Saturday, September 15, 2018

Miss the days when PD was slower and less stable? Tips to relive those days!


This has come up a lot over the years and I was surprised to see I couldn't find a case of me rambling about it here! So....I present Ben's guide to run Proteome Discoverer way slower and with lots of weird random chaotic surprises!

Tip 1 (picture above):

Keep all your stuff on separate drives while processing! Bonus points if you keep your RAW files on network drives. Double bonus points if you process your RAW files over your network from one drive and then deposit the results on a different processing drive!!  Want to level all the way up? Pull your RAW files from one network storage drive. THEN transmit your processed results to a DIFFERENT network storage drive!


...hours of processing....

Besides the fact that you've went from eSATA data transfer rates (according to Google --6Gbps) to (assuming you have true gigabit ethernet LAN) to a whopping 100 Mbps which is a minimum of 60x slower, you also get to deal with a bunch of cool extra things that are described well in this page.

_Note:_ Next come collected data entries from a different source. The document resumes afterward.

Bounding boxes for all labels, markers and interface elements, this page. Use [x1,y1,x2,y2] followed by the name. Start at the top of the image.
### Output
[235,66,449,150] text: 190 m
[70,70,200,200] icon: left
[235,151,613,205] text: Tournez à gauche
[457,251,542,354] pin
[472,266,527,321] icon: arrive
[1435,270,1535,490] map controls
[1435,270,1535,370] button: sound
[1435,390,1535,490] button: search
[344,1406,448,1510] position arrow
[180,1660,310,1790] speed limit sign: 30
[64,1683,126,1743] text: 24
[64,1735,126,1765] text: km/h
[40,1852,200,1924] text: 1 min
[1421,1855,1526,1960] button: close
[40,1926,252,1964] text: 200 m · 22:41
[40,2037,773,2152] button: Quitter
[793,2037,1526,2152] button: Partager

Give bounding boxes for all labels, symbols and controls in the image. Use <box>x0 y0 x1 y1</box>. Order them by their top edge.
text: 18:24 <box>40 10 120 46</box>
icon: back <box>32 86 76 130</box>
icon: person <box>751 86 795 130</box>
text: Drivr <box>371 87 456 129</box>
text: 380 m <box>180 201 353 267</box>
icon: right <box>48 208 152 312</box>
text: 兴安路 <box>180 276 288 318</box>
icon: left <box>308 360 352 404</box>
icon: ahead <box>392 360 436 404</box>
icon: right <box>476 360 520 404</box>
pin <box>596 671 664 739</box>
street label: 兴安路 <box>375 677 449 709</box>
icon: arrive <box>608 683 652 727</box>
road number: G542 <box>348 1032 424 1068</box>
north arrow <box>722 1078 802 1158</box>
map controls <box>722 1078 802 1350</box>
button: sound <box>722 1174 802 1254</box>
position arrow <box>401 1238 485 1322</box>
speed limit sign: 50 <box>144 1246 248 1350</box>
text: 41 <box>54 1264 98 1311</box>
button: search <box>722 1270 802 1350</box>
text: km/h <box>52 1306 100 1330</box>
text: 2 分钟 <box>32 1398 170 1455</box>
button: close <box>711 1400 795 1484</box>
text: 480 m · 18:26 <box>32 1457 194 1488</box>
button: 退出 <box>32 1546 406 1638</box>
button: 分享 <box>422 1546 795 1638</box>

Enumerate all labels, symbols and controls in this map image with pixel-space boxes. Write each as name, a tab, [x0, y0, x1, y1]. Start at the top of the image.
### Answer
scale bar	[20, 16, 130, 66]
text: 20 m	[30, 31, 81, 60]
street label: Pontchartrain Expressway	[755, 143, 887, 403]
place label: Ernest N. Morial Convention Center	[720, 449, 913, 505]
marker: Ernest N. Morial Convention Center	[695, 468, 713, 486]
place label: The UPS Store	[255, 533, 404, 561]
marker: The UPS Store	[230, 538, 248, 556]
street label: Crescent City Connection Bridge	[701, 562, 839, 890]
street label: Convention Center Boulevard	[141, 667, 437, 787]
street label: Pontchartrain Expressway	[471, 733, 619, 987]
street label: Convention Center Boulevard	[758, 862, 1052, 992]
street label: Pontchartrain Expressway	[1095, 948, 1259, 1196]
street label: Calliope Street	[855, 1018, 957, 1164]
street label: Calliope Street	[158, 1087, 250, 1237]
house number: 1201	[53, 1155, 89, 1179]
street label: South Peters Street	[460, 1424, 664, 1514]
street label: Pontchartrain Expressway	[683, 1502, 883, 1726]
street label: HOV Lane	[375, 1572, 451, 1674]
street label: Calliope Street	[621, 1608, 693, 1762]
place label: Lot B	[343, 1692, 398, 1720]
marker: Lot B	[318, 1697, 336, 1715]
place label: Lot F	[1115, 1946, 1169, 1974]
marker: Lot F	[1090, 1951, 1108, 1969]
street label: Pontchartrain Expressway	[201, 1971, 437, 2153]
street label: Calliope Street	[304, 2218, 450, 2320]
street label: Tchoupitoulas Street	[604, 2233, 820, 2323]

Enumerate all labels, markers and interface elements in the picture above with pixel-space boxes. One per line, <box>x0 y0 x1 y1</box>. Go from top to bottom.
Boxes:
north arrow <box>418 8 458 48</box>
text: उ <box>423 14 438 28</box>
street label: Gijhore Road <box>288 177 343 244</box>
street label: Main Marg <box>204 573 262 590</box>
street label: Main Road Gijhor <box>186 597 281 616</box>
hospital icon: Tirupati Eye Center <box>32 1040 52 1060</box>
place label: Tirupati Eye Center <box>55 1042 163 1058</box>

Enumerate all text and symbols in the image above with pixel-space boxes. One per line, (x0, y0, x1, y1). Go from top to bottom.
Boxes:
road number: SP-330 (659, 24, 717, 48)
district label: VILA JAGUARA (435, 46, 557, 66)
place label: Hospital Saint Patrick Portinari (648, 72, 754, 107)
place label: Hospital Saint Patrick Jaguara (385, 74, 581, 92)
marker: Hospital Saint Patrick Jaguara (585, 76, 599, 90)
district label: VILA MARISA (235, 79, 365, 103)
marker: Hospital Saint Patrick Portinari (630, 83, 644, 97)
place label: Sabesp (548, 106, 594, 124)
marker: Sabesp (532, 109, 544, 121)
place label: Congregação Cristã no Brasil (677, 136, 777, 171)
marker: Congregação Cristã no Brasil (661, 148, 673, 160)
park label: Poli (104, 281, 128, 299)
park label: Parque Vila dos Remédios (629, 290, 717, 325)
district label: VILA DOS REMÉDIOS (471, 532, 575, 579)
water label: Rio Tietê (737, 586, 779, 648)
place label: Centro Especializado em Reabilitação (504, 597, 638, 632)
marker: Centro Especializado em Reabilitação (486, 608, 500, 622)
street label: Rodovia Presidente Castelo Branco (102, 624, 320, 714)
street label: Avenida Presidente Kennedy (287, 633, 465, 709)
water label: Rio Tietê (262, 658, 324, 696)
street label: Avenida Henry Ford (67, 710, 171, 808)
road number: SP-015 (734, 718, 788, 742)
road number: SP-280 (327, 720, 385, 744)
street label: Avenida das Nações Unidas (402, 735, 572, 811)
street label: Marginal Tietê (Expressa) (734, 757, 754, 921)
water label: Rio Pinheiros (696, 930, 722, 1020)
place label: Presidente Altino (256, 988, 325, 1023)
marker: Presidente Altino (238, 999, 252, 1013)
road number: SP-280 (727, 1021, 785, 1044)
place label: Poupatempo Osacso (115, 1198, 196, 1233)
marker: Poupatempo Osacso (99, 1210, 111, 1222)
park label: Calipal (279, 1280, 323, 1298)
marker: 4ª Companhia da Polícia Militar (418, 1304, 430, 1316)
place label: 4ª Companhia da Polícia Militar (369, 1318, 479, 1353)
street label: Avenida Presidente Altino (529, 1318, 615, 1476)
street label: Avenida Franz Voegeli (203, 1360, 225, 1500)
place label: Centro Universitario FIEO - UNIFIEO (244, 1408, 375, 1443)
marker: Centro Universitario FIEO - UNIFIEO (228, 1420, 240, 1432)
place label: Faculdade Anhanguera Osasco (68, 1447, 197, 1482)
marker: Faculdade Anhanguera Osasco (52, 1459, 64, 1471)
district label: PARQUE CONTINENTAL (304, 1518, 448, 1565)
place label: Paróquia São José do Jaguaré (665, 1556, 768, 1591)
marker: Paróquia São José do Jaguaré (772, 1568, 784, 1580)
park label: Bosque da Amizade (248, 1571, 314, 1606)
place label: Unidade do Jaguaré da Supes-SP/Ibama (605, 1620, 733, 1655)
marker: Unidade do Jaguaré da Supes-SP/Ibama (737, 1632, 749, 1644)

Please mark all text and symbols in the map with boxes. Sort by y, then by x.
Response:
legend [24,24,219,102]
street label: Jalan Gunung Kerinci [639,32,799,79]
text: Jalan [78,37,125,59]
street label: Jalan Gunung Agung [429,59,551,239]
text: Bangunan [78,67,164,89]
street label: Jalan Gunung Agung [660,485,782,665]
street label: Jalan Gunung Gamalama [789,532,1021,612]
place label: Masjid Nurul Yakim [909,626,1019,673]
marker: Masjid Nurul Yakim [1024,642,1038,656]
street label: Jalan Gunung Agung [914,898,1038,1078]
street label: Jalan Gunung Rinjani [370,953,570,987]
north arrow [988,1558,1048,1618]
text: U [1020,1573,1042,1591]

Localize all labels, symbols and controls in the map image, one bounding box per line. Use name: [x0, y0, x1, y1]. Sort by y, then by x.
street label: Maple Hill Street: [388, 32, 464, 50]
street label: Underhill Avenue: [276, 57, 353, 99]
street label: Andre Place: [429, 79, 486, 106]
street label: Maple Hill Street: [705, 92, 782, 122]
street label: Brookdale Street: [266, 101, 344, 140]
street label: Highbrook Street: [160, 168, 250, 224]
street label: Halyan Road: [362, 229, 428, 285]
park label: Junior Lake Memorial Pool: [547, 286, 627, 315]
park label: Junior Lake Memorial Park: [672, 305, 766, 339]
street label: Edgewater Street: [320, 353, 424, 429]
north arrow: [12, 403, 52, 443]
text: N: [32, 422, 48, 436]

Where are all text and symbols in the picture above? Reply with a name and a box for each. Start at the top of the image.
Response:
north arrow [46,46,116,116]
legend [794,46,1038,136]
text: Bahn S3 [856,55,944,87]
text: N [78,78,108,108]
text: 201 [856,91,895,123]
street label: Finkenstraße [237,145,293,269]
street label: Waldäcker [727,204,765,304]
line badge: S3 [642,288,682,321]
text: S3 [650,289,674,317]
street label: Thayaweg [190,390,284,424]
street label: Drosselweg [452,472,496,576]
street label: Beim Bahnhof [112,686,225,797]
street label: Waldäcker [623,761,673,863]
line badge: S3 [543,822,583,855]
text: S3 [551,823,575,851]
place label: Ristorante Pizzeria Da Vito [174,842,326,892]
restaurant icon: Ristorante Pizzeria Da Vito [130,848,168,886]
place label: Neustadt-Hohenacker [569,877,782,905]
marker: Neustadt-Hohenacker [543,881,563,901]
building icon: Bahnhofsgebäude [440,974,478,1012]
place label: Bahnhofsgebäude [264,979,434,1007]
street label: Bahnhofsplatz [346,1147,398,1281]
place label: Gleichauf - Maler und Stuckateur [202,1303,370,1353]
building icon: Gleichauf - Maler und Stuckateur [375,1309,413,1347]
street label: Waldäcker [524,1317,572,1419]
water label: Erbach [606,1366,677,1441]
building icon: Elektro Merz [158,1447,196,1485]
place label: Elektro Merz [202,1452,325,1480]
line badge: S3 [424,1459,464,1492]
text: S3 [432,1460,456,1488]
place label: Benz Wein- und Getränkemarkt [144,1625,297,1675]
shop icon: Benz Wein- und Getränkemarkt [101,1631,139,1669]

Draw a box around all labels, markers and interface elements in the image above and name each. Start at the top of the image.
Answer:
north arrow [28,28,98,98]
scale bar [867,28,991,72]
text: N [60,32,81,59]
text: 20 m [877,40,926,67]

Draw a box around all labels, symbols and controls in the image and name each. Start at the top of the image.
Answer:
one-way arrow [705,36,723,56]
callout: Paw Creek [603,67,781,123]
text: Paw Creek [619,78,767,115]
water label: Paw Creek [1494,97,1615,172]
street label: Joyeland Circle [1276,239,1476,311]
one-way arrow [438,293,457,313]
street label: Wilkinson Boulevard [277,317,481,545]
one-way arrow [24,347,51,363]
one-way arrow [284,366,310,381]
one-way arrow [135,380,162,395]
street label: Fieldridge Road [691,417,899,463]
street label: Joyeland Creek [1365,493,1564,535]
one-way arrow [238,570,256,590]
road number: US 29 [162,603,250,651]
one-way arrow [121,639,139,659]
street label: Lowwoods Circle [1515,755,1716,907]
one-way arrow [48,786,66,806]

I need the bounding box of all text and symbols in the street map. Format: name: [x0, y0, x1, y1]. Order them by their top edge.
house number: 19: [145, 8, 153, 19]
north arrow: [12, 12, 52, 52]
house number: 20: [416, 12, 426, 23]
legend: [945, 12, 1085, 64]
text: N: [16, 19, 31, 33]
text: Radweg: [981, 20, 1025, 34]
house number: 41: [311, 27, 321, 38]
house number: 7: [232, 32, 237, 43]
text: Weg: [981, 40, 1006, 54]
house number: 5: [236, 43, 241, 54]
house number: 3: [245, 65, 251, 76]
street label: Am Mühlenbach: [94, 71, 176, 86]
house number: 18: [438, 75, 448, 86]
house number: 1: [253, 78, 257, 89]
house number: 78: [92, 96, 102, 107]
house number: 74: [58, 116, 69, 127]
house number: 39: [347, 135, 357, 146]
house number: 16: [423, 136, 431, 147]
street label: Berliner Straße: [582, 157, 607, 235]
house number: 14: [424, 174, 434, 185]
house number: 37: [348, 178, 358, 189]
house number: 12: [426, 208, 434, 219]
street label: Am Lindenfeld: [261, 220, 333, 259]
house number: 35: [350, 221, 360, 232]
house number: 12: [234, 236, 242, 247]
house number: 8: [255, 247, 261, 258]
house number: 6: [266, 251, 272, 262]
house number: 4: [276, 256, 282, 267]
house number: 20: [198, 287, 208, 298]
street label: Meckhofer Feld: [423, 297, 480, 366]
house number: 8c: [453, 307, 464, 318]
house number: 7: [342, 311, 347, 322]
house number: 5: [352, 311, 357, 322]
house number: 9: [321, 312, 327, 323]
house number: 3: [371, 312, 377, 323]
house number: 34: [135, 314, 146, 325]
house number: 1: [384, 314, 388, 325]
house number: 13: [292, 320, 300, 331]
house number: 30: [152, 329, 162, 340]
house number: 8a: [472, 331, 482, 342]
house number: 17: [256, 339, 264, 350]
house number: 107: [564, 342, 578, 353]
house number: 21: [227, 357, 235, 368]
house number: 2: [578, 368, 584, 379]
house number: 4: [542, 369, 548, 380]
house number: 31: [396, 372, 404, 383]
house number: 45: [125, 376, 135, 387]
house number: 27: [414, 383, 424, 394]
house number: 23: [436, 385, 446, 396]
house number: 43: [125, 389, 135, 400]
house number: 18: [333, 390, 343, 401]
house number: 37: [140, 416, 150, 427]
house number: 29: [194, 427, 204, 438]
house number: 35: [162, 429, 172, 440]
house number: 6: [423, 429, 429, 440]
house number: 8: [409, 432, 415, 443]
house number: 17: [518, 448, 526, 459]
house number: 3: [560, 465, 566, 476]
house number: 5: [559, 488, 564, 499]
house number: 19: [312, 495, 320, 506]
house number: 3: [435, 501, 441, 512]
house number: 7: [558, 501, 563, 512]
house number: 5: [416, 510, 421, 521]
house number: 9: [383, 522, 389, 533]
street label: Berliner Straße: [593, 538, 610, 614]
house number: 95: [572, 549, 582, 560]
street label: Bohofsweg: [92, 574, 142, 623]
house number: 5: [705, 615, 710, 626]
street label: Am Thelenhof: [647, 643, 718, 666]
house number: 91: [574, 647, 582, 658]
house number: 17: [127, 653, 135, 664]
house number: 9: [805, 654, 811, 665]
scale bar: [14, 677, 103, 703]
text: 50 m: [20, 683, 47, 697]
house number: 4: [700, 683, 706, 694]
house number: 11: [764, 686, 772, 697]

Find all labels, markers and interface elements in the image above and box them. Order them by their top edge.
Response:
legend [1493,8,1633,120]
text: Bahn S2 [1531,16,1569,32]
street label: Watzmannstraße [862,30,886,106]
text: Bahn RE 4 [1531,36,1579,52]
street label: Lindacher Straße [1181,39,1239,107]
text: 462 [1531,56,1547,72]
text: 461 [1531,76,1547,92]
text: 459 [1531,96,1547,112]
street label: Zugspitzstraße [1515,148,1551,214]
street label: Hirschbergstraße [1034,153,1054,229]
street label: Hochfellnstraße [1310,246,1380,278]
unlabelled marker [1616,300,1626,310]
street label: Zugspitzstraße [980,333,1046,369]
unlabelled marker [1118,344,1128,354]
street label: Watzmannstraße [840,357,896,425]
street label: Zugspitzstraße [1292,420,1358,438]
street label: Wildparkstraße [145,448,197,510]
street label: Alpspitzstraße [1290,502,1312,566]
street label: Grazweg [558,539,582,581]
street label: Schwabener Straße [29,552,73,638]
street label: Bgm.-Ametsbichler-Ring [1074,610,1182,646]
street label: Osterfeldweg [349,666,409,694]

It totally cracks me up that the physical distance between your network drive and your PC is a tangible factor that can affect your network rate. High traffic on your network doesn't speed things up either (a win for us nocturnal scientists!), but that is often negated by the huge FAIL that the drives tend to do things like perform their backups and security scans at 2am when there is only the one weird guy in the building using them.

Honestly, our files aren't all that big. We just did some deep fractionated proteomes (15 fractions) and they're maybe 24GB per patient. Transferring 6Gbps and 100Mbps a second shouldn't be that big of a change, even if you had 10 of them, right? However, it isn't just one reading step. It's constant R/W steps (have you seen the funny huge ".scratch" file that is generated?  while you're running? You are constantly reading that back and forth across the network.

Around the fact that PD is super slow -- you get all sorts of hilarious strange bugs. This week I saw one where PD would claim there was something wrong with the name of the output file that someone was trying to use! Wins all around!

Tip 2: Even on the same PC --- process your data on different drives!  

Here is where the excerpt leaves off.